Intel-XE Archive on lore.kernel.org
 help / color / mirror / Atom feed
From: Matthew Brost <matthew.brost@intel.com>
To: Tvrtko Ursulin <tvrtko.ursulin@linux.intel.com>
Cc: robdclark@chromium.org, airlied@linux.ie, lina@asahilina.net,
	dri-devel@lists.freedesktop.org, christian.koenig@amd.com,
	boris.brezillon@collabora.com, intel-xe@lists.freedesktop.org,
	faith.ekstrand@collabora.com
Subject: Re: [Intel-xe] [RFC PATCH 00/10] Xe DRM scheduler and long running workload plans
Date: Tue, 4 Apr 2023 13:52:02 +0000	[thread overview]
Message-ID: <ZCwrgvAHGvdTCe7K@DUT025-TGLU.fm.intel.com> (raw)
In-Reply-To: <15dafc15-332e-2559-a9c4-61ad442ef44a@linux.intel.com>

On Tue, Apr 04, 2023 at 10:43:03AM +0100, Tvrtko Ursulin wrote:
> 
> On 04/04/2023 01:22, Matthew Brost wrote:
> > Hello,
> > 
> > As a prerequisite to merging the new Intel Xe DRM driver [1] [2], we
> > have been asked to merge our common DRM scheduler patches first as well
> > as develop a common solution for long running workloads with the DRM
> > scheduler.

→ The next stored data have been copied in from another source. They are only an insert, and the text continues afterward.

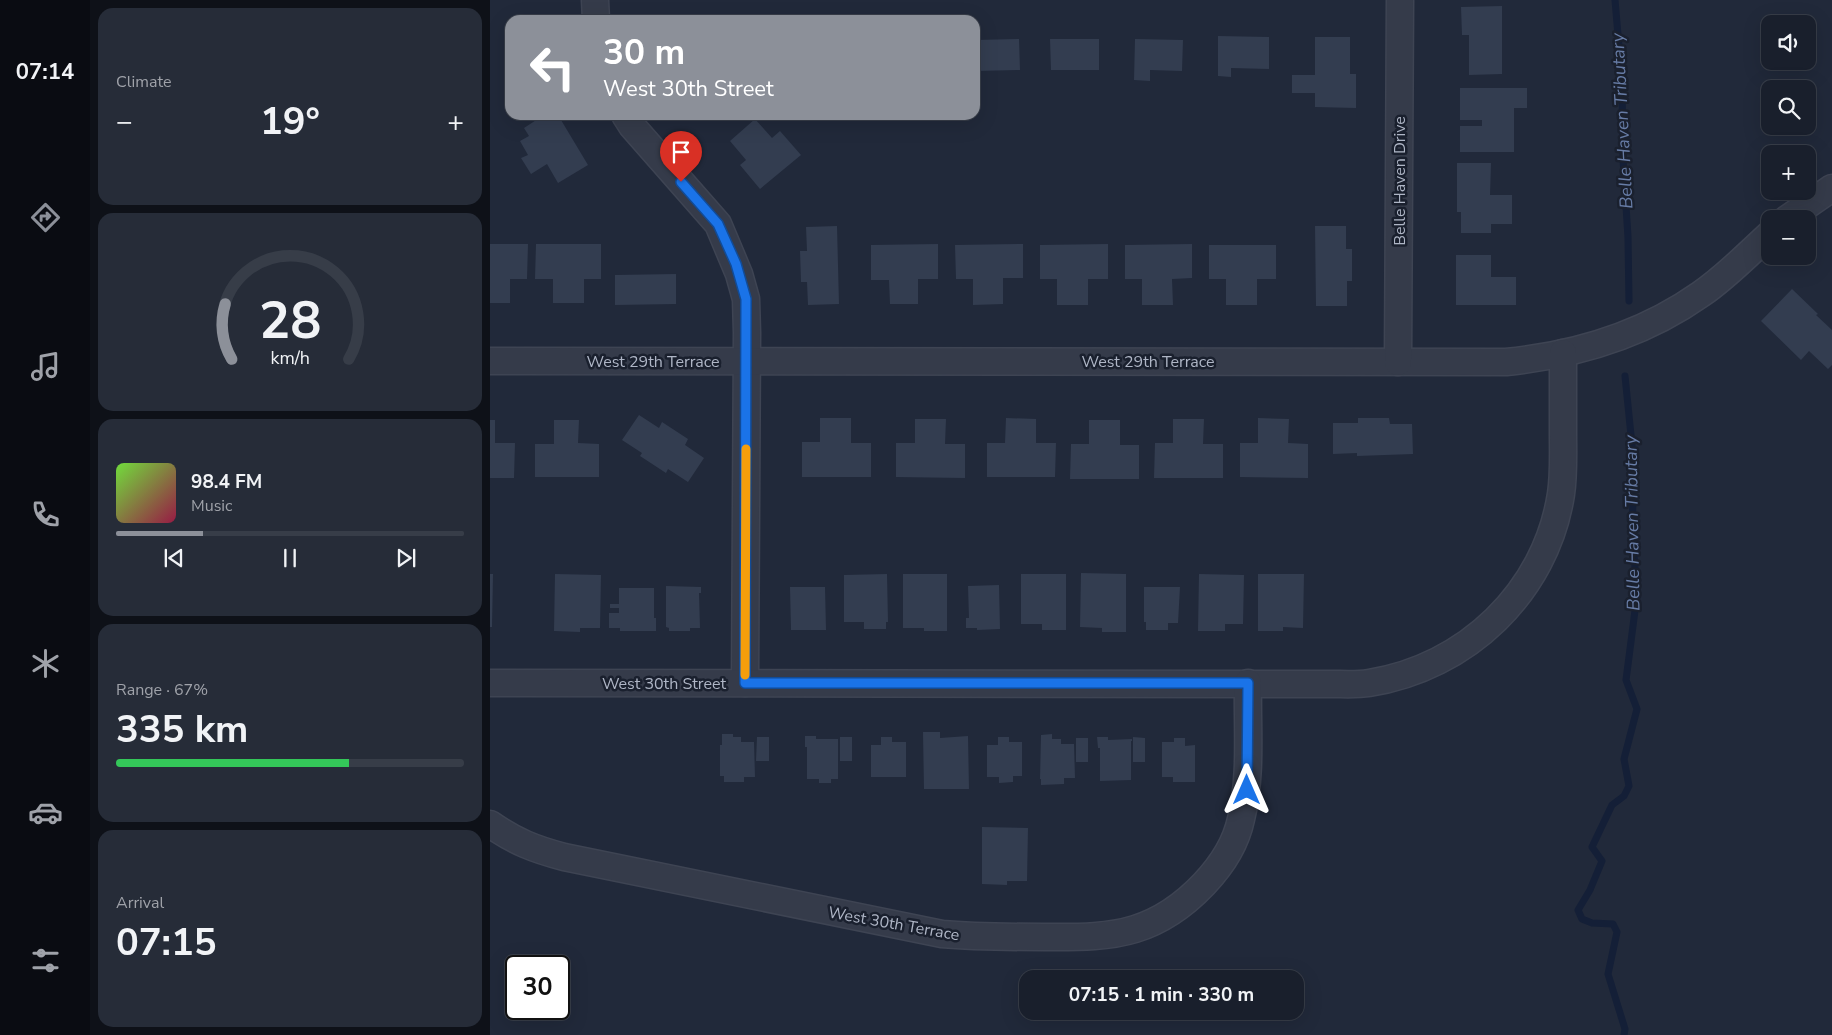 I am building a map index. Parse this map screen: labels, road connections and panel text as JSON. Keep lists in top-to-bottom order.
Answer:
{
  "streets": {
    "street": [
      "Belle Haven Drive",
      "West 29th Terrace",
      "West 30th Street",
      "West 30th Terrace"
    ]
  },
  "crossings": [
    ["Belle Haven Drive", "West 29th Terrace"],
    ["West 29th Terrace", "West 30th Street"],
    ["West 30th Street", "West 30th Terrace"]
  ],
  "water": ["Belle Haven Tributary"],
  "page": {
    "tabs": "07:14",
    "tile": [
      "Climate",
      ["Range · 67%", "335 km"],
      ["Arrival", "07:15"]
    ],
    "map_buttons": ["+", "−"],
    "turn": ["30 m", "West 30th Street"],
    "heat": ["−", "19°", "+"],
    "song": ["98.4 FM", "Music"],
    "limit": "30",
    "trip": "07:15 · 1 min · 330 m",
    "gauge": ["28", "km/h"]
  }
}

This RFC series is our first attempt at doing this. We
> > welcome any and all feedback.
> > 
> > This can we thought of as 4 parts detailed below.
> > 
> > - DRM scheduler changes for 1 to 1 relationship between scheduler and
> > entity (patches 1-3)
> > 
> > In Xe all of the scheduling of jobs is done by a firmware scheduler (the
> > GuC) which is a new paradigm WRT to the DRM scheduler and presents
> > severals problems as the DRM was originally designed to schedule jobs on
> > hardware queues. The main problem being that DRM scheduler expects the
> > submission order of jobs to be the completion order of jobs even across
> > multiple entities. This assumption falls apart with a firmware scheduler
> > as a firmware scheduler has no concept of jobs and jobs can complete out
> > of order. A novel solution for was originally thought of by Faith during
> > the initial prototype of Xe, create a 1 to 1 relationship between scheduler
> > and entity. I believe the AGX driver [3] is using this approach and
> > Boris may use approach as well for the Mali driver [4].
> > 
> > To support a 1 to 1 relationship we move the main execution function
> > from a kthread to a work queue and add a new scheduling mode which
> > bypasses code in the DRM which isn't needed in a 1 to 1 relationship.
> > The new scheduling mode should unify all drivers usage with a 1 to 1
> > relationship and can be thought of as using scheduler as a dependency /
> > infligt job tracker rather than a true scheduler.
> 
> Once you add capability for a more proper 1:1 via
> DRM_SCHED_POLICY_SINGLE_ENTITY, do you still have further need to replace
> kthreads with a wq?
> 
> Or in other words, what purpose does the offloading of a job picking code to
> a separate execution context serve? Could it be done directly in the 1:1
> mode and leave kthread setup for N:M?
> 

Addressed the other two on my reply to Christian...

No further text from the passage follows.